Determine how many lines of the entries include the word "boxes", and report that number with no further text.

─── SUPPLIED DATA

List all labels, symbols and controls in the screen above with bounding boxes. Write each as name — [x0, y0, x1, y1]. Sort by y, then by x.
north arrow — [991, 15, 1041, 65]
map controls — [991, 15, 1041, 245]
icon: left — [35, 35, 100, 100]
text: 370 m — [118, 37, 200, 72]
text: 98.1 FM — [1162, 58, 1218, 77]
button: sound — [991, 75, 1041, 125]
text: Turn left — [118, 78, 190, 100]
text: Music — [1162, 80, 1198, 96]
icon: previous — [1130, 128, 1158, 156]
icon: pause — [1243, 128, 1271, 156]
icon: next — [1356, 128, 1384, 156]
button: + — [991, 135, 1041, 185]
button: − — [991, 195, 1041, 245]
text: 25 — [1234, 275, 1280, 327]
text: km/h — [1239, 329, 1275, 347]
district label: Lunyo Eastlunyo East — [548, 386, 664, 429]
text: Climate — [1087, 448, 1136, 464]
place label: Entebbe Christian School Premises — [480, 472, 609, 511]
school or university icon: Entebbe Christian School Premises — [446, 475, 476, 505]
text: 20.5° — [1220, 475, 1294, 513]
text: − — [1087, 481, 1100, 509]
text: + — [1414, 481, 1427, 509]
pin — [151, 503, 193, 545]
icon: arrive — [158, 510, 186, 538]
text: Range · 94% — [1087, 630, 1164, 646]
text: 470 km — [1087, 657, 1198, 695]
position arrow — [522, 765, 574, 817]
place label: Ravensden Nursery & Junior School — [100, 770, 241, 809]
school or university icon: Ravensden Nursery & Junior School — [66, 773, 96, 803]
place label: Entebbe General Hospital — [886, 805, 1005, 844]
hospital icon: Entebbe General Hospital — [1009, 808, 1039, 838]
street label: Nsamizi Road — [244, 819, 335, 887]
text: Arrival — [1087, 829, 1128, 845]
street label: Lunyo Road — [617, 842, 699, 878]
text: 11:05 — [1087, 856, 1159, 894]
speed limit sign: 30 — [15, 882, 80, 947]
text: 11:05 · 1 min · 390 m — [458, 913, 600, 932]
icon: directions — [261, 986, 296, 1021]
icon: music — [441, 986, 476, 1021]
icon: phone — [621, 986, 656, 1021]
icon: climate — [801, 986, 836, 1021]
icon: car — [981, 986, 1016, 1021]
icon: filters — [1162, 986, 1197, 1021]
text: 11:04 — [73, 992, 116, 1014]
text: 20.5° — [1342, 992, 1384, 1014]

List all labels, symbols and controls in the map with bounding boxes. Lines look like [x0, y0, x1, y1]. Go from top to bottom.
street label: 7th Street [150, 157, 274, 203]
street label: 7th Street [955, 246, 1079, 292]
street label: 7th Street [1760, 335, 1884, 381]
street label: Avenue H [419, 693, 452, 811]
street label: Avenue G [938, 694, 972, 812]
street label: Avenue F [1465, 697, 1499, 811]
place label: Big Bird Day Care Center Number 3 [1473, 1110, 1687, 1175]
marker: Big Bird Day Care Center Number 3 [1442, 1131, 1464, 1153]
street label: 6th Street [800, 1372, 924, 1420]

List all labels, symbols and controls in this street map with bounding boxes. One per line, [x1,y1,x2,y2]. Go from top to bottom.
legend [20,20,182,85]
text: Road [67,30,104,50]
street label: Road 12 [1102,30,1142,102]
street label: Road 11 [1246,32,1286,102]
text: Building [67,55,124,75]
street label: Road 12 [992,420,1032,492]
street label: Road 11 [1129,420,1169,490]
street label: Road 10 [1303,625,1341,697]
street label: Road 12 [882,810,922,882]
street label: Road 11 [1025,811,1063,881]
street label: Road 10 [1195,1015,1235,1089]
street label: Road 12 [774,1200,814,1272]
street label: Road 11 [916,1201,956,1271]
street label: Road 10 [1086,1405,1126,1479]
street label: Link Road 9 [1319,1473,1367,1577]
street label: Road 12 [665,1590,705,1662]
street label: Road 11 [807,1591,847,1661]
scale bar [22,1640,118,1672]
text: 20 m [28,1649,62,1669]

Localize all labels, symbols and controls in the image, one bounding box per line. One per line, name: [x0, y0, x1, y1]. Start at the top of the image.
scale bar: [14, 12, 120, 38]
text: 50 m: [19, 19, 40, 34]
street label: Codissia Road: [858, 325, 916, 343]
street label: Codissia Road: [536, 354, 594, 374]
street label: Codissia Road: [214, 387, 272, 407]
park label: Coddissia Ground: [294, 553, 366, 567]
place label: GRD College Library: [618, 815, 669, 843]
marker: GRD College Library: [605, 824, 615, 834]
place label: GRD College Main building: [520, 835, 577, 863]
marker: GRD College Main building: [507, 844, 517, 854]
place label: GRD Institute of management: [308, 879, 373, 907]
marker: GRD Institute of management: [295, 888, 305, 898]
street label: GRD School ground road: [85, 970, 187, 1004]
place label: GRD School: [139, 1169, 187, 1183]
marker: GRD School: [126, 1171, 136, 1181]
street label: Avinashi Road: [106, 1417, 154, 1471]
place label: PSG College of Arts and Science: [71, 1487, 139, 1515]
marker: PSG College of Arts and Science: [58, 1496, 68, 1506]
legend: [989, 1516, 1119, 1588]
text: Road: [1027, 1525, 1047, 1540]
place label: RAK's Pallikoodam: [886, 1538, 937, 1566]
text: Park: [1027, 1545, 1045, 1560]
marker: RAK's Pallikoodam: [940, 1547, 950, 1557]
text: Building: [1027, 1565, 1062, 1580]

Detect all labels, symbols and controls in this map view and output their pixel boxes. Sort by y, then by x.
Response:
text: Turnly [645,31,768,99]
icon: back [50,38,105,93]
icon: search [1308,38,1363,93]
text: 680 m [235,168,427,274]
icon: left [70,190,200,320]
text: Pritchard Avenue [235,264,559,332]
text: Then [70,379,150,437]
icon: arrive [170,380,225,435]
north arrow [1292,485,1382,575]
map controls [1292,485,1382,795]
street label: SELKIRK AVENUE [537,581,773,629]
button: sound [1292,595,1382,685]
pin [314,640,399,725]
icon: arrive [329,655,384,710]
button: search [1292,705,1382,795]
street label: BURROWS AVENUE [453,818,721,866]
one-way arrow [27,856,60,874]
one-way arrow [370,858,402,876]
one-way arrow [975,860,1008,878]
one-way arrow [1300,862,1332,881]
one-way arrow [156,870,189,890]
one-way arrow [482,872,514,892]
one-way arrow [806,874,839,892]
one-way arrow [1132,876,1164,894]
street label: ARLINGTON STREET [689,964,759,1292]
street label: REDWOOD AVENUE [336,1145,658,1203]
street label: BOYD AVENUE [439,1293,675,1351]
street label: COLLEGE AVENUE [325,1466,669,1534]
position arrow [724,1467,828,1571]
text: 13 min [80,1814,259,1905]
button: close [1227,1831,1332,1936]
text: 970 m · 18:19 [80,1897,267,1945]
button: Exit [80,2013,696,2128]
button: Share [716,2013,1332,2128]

──────

● **TASK ANSWER**
4